Nucleic acid testing (NAT) is widely adopted for diagnosing infectious diseases and genetic disorders. Through the prolonged global experience with the COVID-19 pandemic (Barakat et al., 2024, Carter et al., 2020), the drive has been strong for securing cost effectiveness and shorter turnaround times without sacrificing test accuracy. To achieve this, the detection and quantification of multiple genes with a single polymerase chain reaction (PCR) using duplex or even multiplex assays (primer–probe sets) rather than a singleplex assay has been widely accepted (Cassinari et al., 2021, Yin et al., 2021, de Kock et al., 2021, Zhou et al., 2021, Nyaruaba et al., 2021, Zhang et al., 2020, Park et al., 2020). However, as the assay design and PCR conditions may have a significant impact on test results, multiplex experiments present a challenge, and therefore a thorough optimization process is required for accurate quantitative measurement and for ideal NAT performance. For example, measurement results are affected by PCR assay details including the primer and probe sequences as well as their melting temperature (Kinloch et al., 2020, Vogels et al., 2020, Park et al., 2021, Ricchi et al., 2017, Long and Berkemeier, 2021).
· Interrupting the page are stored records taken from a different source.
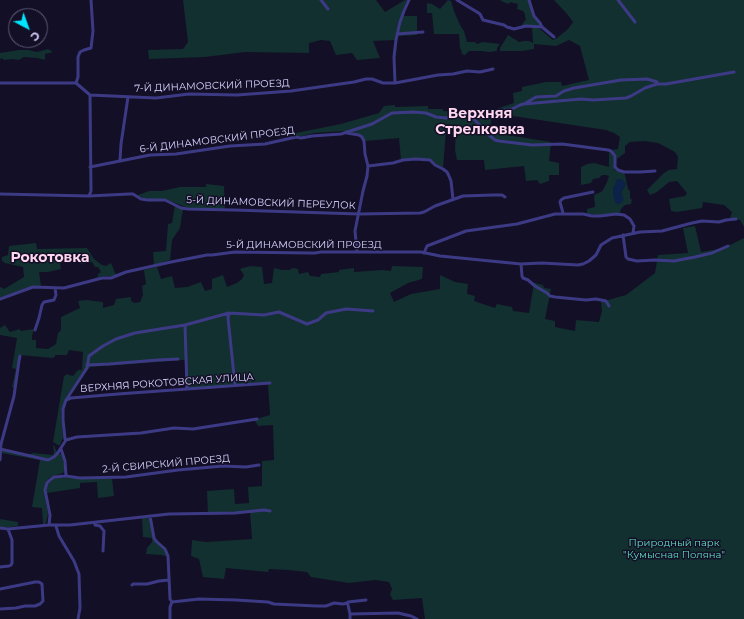 <!DOCTYPE html>
<html>
<head>
<meta charset="utf-8">
<style>
  body { margin:0 }
  #map { position:relative; width:744px; height:619px; overflow:hidden; background:#130f26; font-family:Montserrat,sans-serif }
  canvas { display:block }
  .north { position:absolute; left:8px; top:8px; width:40px; height:40px; box-sizing:border-box; background:#130f26; border:1px solid #625e7d; border-radius:50%; rotate:139deg; font-size:11px; font-weight:700; line-height:16px; text-align:center; color:#d9d4ff }
  .north::after { content:''; display:block; margin:auto; width:14px; height:18px; background:#00e5ff; clip-path:polygon(50% 0,100% 100%,50% 72%,0 100%) }
</style>
</head>
<body>
<div id="map">
<canvas width="744" height="619"></canvas>
<div class="north">С</div>
</div>
<script>
const c = document.querySelector('canvas').getContext('2d');
c.lineJoin = 'round';
function fill(path, color) {
  c.fillStyle = color;
  c.fill(path, 'evenodd');
}
function toPath(rows) {
  const path = new Path2D();
  for (const r of rows) {
    path.moveTo(r[0], r[1]);
    for (let i = 2; i < r.length; i += 2) path.lineTo(r[i], r[i + 1]);
  }
  return path;
}
function stroke(path, color, width, dash) {
  c.strokeStyle = color;
  c.lineWidth = width;
  c.lineCap = dash ? 'butt' : 'round';
  c.setLineDash(dash || []);
  c.stroke(path);
}
function label(font, color, halo, rows, align = 'center') {
  c.font = font + ' Montserrat,sans-serif';
  c.lineWidth = 3;
  c.setLineDash([]);
  c.textBaseline = 'middle';
  c.strokeStyle = halo;
  c.fillStyle = color;
  for (const [text, x, y, turn = 0] of rows) {
    c.save();
    c.translate(x, y);
    c.rotate((+turn || 0) * Math.PI / 180);
    c.textAlign = isNaN(turn) ? turn : align;
    if (halo) c.strokeText(text, 0, 0);
    c.fillText(text, 0, 0);
    c.restore();
  }
}
fill(toPath([
  [183,0,376,0,385,12,405,0,407,0,399,21,395,40,373,41,380,58,357,60,352,53,336,55,330,41,321,40,309,43,309,53,245,52,205,57,149,59,148,50,183,49,188,42],
  [448,0,451,1,454,11,460,25,464,31,467,42,475,42,477,44,483,42,500,44,497,48,497,51,490,52,481,51,469,51,465,55,462,54,461,49,460,49,459,34,434,34,432,13,427,13,427,3,432,4,440,9],
  [501,0,528,0,530,6,540,26,521,26,526,19,525,17,525,14,523,11,517,9,518,4,510,2,509,4,501,1],
  [554,0,744,0,744,227,740,220,730,218,732,212,724,205,703,202,702,208,677,212,671,211,669,199,685,196,687,193,677,181,669,182,657,192,650,195,647,190,664,173,669,170,677,169,678,157,675,152,658,143,645,141,630,142,625,146,625,153,617,159,616,155,612,150,618,149,620,137,614,133,606,130,493,113,489,131,500,134,551,142,549,161,559,163,559,175,549,175,549,181,540,184,537,180,526,181,524,166,485,170,484,160,457,160,455,150,456,130,446,131,443,168,433,162,432,160,401,160,399,138,365,141,360,134,346,131,314,133,302,136,296,136,296,133,341,124,379,113,384,106,395,105,395,107,428,106,428,109,443,109,443,111,454,112,464,111,470,112,493,110,514,103,513,93,522,91,522,87,546,82,561,82,562,86,589,80,580,46,569,40,556,46,534,44,534,49,522,51,500,51,500,48,505,40,508,35,519,42,524,41,529,41,533,43,532,27,540,29,553,40,557,38,568,29,573,22,568,15],
  [403,16,417,16,417,35,398,36],
  [48,49,53,52,45,54,45,60,37,58,24,57,19,60,12,59,4,60,2,58,0,59,0,53,19,50,28,50,37,52],
  [609,151,614,157,614,165,615,170,623,173,625,175,628,189,630,191,630,198,632,200,631,204,625,205,621,209,620,213,599,215,587,214,587,209,595,207,594,195,601,192,603,190,607,182,609,176,606,175,602,175,599,178,593,179,591,183,581,185,581,167,587,164,594,163,609,167],
  [621,179,626,184,623,189,621,194,623,198,613,189],
  [206,184,224,186,225,209,188,208,165,199,147,199,140,197,138,195,149,191,162,191,180,187,206,187],
  [175,205,183,209,180,228,172,240,170,260,154,265,153,252,166,251,168,224,172,223],
  [695,226,701,252,719,249,730,245,744,238,744,619,425,619,422,598,393,600,390,594,392,589,389,582,375,580,349,583,311,577,307,572,289,570,269,569,268,572,226,568,224,579,203,577,199,559,191,556,192,540,206,542,252,539,250,512,208,515,207,491,234,489,235,504,249,503,248,487,262,486,262,461,274,460,273,425,258,426,255,421,256,419,270,415,268,384,187,389,185,361,184,360,90,367,68,394,64,402,61,413,63,438,60,445,58,445,53,442,64,376,65,376,66,374,73,376,78,370,82,370,83,352,69,350,67,355,55,355,55,357,52,358,20,355,14,388,12,387,16,369,12,368,17,338,0,335,0,328,5,325,10,332,20,329,20,331,34,329,32,336,32,340,36,340,36,348,48,349,56,344,58,333,61,330,61,317,80,308,78,301,86,300,103,302,103,308,114,305,116,299,131,297,131,301,135,303,140,302,143,295,142,286,146,284,144,270,157,267,161,279,172,276,175,288,187,287,201,282,205,291,212,289,212,279,223,275,227,287,237,283,242,279,244,275,240,269,250,266,262,267,264,284,272,283,274,268,282,270,290,270,292,268,298,269,299,274,308,272,310,276,320,277,321,274,339,272,339,270,354,268,354,272,382,270,391,271,392,266,423,267,422,279,408,283,390,293,394,302,411,294,440,289,440,275,455,282,468,284,467,294,475,296,474,301,495,308,497,304,512,307,513,311,529,313,534,283,543,285,544,288,551,289,545,319,555,321,555,327,575,331,576,320,599,322,602,311,601,302,626,295,655,273,658,255,688,253,683,228],
  [36,243,37,249,87,248,94,259,102,265,106,266,111,263,115,273,117,274,114,276,102,276,95,278,98,276,98,274,101,272,98,267,95,267,92,262,80,264,79,258,68,259,60,264,61,269,48,272,39,272,41,286,27,288,0,298,0,288,1,287,4,289,24,277,23,267,5,263,2,261,2,257,8,255,9,246],
  [53,445,55,447,56,451,62,455,63,458,65,470,63,473,60,474,53,476,49,478,46,483,45,496,48,514,46,523,43,525,42,508,32,507,40,460,1,453,2,450,28,456,30,454,33,453,53,455,54,452],
  [55,478,61,478,112,479,114,496,98,498,97,482,80,483,80,488,47,493,47,488,49,483],
  [142,518,147,518,150,519,152,533,164,550,168,557,162,555,146,554,147,548,152,542,152,538,143,537],
  [0,519,18,522,18,526,10,527,0,527]
]), '#12302f');
fill(toPath([
  [617,179,621,179,626,184,623,189,621,194,624,200,620,204,617,204,615,203,613,194,613,189]
]), '#0c2248');
stroke(toPath([
  [321,0,328,9],
  [457,0,477,12,480,14,483,20,504,25,507,27,514,29,526,26,542,27,554,37],
  [529,0,534,16,540,23,542,27],
  [618,0,635,22],
  [397,34,423,32],
  [0,83,76,83,90,95,156,98,189,94,237,95,291,91,354,82,366,79,372,79,383,83,395,83,438,75,453,74,467,71,480,72,493,69],
  [76,83,78,77,78,57,80,52,84,50,91,48,93,31,91,0],
  [395,83,394,57,396,40,400,22,404,11,409,0],
  [524,104,581,99,593,100,626,98,631,96,645,88,657,84],
  [469,112,470,115,490,136,495,140,499,141,532,145,562,144,608,150,611,151,615,156,615,167,618,170,624,172,640,172,655,171],
  [347,133,359,135,362,137,364,141,365,154,368,166,367,176,363,191,355,231,357,252],
  [120,160,121,144,128,97],
  [368,166,393,163,403,160,416,159,430,160,435,165,443,169,447,172,449,176,451,181,453,199],
  [90,167,150,155,176,154,230,146,265,144,296,137,301,138,312,136,341,134,372,124,392,113,413,112,426,113,436,117,446,118,462,113,469,112,492,112,512,109,520,105,524,104,536,97,556,96,564,91,574,88,621,80,647,79,654,81,657,82,657,84,666,84,734,72],
  [0,194,89,196,129,194,133,194,141,199,148,200,165,200,181,208,188,209,234,210,359,214,420,213,424,212,435,206,463,196,493,195,502,195,505,197],
  [89,196,91,191,90,95],
  [563,213,560,202,561,200,564,198,593,192],
  [623,235,626,257,628,259,637,261,655,260,674,261,695,257,712,253,728,246],
  [424,253,427,246,466,231,517,224,555,214,583,214,592,216,600,216,616,214,624,215,630,219,634,226,633,233],
  [521,264,522,276,523,278,528,280,535,286,547,293,550,296,555,297,586,300,596,299,606,301,609,306],
  [0,299,33,287,64,288,102,278,111,278,126,272,171,262,207,255,212,255,235,252,311,253,315,253,321,252,421,252,440,256,521,264,542,263,578,265,583,264,589,261,596,255,601,245,612,238,640,232,662,231,692,223,702,221,719,222,726,220,736,219],
  [229,313,228,318,235,385],
  [185,325,229,313,264,315,279,312,307,324,318,320,326,313,346,309,373,311],
  [35,330,39,318,42,305,44,302,54,300,56,295,55,288],
  [87,365,109,364,158,360,178,359],
  [66,400,71,398,118,394,270,383],
  [66,440,65,439,63,420,63,409,66,400,87,368,89,356,103,346,116,339,135,333,185,325,187,389],
  [0,449,48,460,54,457,57,454,66,440,77,437,141,433,174,428,193,429,257,419],
  [61,449,65,461,66,476],
  [0,460,1,444,14,396,19,361,20,356],
  [150,516,154,538,156,541,165,549,168,556,170,599,172,602,170,607,170,619],
  [95,523,95,525,100,526,104,531,103,551],
  [49,525,50,515,45,490,47,483,50,480,54,477,66,476,80,478,126,477,178,470,223,466,246,467,259,465],
  [56,526,59,536,74,561,79,574,80,608,78,619],
  [0,528,8,529,49,525,70,525,169,514,235,513,264,510,270,511],
  [0,567,9,566,11,565,12,563,12,540,8,529],
  [132,585,133,584,147,584,159,581,169,580],
  [0,589,35,582,39,582,42,584,43,601,40,604,35,606,25,606,16,608,0,609],
  [172,602,199,599,236,600,268,602,274,604,317,606,326,606,334,603,343,604,347,603,348,602,366,600],
  [347,603,348,605,350,614,350,619],
  [350,614,398,613,411,616,417,619]
]), '#3d3a85', 3);
label('10px', '#d9d4ff', '#130f26', [
  ["7-Й ДИНАМОВСКИЙ ПРОЕЗД",212,86,-2],
  ["6-Й ДИНАМОВСКИЙ ПРОЕЗД",217,140,-7],
  ["5-Й ДИНАМОВСКИЙ ПЕРЕУЛОК",271,203,2],
  ["5-Й ДИНАМОВСКИЙ ПРОЕЗД",304,245],
  ["ВЕРХНЯЯ РОКОТОВСКАЯ УЛИЦА",167,383,-4],
  ["2-Й СВИРСКИЙ ПРОЕЗД",166,464,-5]
]);
label('10px', '#5fe0c0', '#130f26', [
  ["Природный парк",674,543],
  ["\"Кумысная Поляна\"",674,555]
]);
label('bold 14px', '#ffd6f0', '#130f26', [
  ["Верхняя",480,114],
  ["Стрелковка",480,130],
  ["Рокотовка",50,258]
]);
</script>
</body>
</html>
Several molecular assays have been developed to detect SARS-CoV-2 RNA, but especially in the early stages of the pandemic, it was unclear to many clinical, research, and public health laboratories which assays should be employed and whether the data were comparable. Many studies were subsequently conducted on the analysis efficiency and sensitivity of various assays commonly used for diagnosing SARS-CoV-2, including those developed by the German Charité Institute of Virology (Charité), the United States Center for Disease Control (US CDC), and the China CDC (Zhen et al., 2020, Etievant et al., 2020, Jung et al., 2020, Nayar et al., 2021). From these studies, for example, the sensitivity of the Charité RdRp assay, which has a large difference in the melting temperature (Tm) values between forward and reverse primers, was found to be low compared to other assays (Etievant et al., 2020, Jung et al., 2020). This highlights that, in order to design an appropriate assay, the Tm values of the forward and reverse primers and probes generally need to be optimized. In addition, ΔG (Gibbs free energy change) values can be checked to test the possibility of forming primer heterodimers and hairpin structures (Mann et al., 2009). In duplex PCR reactions which a doubled number of primers, the formation of heterodimers between primers needs to be avoided (Park et al., 2020, Xie et al., 2022).
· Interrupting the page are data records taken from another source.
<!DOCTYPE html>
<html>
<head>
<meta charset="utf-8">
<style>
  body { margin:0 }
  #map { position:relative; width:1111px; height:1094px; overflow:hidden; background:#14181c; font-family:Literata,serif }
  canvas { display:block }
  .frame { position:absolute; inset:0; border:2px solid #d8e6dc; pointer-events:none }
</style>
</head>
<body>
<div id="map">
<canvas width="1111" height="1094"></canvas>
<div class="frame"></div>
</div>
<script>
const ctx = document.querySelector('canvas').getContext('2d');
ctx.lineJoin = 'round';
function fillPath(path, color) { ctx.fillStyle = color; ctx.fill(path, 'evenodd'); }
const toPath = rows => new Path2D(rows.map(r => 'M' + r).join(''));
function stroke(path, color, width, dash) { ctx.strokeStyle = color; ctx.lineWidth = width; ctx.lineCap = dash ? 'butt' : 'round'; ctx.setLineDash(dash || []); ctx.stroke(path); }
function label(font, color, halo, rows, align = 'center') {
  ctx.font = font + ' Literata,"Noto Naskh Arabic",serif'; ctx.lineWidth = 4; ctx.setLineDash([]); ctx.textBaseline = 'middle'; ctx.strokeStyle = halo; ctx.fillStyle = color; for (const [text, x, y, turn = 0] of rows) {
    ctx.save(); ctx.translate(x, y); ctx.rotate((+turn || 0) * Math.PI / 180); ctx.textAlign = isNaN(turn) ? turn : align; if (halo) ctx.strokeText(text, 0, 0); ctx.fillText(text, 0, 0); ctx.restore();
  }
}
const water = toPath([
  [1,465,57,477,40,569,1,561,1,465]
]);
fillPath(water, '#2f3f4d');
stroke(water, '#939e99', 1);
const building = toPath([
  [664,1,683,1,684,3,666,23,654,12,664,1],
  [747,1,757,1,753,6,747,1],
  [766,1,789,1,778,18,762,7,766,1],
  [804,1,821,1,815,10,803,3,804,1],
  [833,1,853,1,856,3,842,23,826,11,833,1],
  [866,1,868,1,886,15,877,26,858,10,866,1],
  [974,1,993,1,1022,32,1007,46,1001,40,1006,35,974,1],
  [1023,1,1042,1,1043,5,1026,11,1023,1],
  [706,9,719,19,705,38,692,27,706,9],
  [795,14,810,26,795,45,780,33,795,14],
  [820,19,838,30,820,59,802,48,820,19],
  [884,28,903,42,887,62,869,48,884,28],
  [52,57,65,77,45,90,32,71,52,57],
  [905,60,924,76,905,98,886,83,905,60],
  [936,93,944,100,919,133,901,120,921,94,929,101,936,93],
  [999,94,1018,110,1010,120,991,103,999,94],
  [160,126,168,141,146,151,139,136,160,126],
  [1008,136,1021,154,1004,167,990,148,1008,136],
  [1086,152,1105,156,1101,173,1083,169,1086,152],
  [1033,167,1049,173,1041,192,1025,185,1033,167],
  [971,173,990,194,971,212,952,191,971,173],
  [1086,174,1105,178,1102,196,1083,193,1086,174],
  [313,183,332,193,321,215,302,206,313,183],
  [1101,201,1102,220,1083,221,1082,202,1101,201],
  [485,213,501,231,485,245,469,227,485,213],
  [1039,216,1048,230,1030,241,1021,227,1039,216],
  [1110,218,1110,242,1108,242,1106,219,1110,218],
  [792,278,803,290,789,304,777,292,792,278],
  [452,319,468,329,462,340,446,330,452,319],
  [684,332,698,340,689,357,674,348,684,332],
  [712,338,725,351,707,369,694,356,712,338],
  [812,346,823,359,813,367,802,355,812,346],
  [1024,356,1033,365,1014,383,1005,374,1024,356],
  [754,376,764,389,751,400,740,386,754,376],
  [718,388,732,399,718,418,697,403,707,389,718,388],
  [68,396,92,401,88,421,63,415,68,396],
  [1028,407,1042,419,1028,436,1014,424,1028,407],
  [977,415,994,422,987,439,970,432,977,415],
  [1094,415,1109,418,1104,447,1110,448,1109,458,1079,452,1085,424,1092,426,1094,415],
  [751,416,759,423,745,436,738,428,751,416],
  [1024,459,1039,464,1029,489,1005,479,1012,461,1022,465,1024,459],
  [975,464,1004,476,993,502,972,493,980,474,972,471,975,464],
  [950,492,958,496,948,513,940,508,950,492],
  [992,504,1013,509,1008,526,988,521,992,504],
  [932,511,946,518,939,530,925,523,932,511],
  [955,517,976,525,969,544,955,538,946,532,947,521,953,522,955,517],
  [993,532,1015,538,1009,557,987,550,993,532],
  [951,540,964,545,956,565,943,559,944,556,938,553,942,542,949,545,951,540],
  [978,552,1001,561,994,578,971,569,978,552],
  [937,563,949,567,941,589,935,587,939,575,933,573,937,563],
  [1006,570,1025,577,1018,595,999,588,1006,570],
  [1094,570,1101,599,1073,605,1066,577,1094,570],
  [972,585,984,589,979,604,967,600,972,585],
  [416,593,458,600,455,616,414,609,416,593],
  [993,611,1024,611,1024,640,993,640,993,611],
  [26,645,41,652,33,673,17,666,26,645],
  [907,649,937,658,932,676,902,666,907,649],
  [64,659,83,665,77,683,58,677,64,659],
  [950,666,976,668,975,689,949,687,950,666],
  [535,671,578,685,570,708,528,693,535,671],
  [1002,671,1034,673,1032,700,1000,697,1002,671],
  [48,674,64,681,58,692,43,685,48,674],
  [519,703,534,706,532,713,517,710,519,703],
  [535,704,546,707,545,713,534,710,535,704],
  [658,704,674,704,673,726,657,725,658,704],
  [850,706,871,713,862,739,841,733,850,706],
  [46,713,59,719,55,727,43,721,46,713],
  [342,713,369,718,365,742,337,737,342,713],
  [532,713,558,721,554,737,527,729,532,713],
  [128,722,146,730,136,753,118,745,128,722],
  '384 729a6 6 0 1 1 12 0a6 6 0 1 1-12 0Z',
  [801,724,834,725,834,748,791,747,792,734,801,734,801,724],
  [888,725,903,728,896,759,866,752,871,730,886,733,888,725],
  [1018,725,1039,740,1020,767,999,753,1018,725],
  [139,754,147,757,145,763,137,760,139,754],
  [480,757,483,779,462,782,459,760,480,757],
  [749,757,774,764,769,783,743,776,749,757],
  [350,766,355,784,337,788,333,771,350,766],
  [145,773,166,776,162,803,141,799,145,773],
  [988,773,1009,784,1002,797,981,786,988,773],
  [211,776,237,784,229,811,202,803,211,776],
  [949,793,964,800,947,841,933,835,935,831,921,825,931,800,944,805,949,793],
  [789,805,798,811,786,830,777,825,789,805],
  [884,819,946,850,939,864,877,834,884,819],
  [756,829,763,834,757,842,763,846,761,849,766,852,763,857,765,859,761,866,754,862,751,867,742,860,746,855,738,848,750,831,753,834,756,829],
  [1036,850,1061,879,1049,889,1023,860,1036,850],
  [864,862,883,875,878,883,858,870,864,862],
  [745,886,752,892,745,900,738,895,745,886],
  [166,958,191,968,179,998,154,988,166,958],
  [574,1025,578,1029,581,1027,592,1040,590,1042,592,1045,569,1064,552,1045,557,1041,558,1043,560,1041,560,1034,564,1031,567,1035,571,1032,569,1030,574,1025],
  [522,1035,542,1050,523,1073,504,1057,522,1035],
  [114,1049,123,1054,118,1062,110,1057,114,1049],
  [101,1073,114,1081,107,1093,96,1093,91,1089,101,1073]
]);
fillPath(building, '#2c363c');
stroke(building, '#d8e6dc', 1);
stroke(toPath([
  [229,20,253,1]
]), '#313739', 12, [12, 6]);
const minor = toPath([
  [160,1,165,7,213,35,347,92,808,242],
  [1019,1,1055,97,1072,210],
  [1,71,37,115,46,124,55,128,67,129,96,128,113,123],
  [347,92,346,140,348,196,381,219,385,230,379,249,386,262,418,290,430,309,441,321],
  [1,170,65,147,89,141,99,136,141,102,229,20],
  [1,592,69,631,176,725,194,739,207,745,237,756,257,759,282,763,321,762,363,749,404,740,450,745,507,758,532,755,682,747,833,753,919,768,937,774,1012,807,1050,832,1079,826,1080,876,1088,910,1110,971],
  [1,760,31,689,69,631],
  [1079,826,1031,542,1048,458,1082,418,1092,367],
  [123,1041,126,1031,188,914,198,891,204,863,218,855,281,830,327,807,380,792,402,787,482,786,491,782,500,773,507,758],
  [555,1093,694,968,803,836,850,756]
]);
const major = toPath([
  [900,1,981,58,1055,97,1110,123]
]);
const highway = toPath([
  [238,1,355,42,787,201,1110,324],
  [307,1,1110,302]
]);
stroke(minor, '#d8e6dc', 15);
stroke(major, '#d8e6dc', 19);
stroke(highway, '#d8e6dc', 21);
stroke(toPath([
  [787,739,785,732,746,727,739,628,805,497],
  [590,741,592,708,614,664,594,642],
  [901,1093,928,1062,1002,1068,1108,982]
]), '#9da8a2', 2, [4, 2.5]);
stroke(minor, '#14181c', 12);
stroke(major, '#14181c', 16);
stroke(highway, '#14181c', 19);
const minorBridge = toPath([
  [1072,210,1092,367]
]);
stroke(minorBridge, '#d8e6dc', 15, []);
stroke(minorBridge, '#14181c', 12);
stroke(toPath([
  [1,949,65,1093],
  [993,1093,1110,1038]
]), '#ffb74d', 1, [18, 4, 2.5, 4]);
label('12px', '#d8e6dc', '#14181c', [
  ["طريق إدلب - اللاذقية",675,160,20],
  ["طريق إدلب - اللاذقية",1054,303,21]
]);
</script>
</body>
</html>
Among various NAT methods, quantitative PCR (qPCR) is used as the gold standard for most molecular diagnostic kits (Jin et al., 2020, FDA, 2024, MacKay et al., 2020). But many recent studies have focused on the measurement of SARS-CoV-2 using digital PCR (dPCR) as enables more sensitive and precise testing (Falzone et al., 2020, Van Poelvoorde et al., 2021, Tan et al., 2021, Suo et al., 2020, Liu et al., 2020, Duong et al., 2021, Mio et al., 2021). As such, dPCR methods have reached technical maturity in commercial instruments and are therefore gaining popularity in both research and clinical laboratories. Unlike conventional qPCR, dPCR does not require a calibration curve for the absolute quantification of the target sequence and the provision of copy number concentration (Vogelstein and Kinzler, 1999). Commercial dPCR platforms can be classified by their partitioning method. In droplet-based dPCR, the PCR reactions are divided into oil-based partitions using microfluidics, whereas chip- and nanoplate-based dPCR achieve partitioning using a physical plate equipped with a number of microwells.

In this study, we demonstrate an optimization process for duplex SARS-CoV-2 RNA assays in reverse transcription (RT)-qPCR and RT-dPCR settings. We started with combinations of assays, including WHO-recognized and in-house developed assays, using KRISS 111–10–507 (batch 2) SARS-CoV-2 reference material (Lee et al., 2022). The performance of the Charité RdRp assay as first improved dramatically by correcting a few bases in the primer sequences. It was also found that heterodimer formation in RdRp and S duplex reactions negatively impact qPCR results, but much less so in dPCR. We then present a thorough optimization process for RT-dPCR that leads to the achievement of appropriate measurement results even when suboptimal duplex assay conditions are employed. In addition to demonstrating accurate quantitative measurement of SARS-CoV-2, the results of this study can be applied to NAT for various other RNA and DNA targets.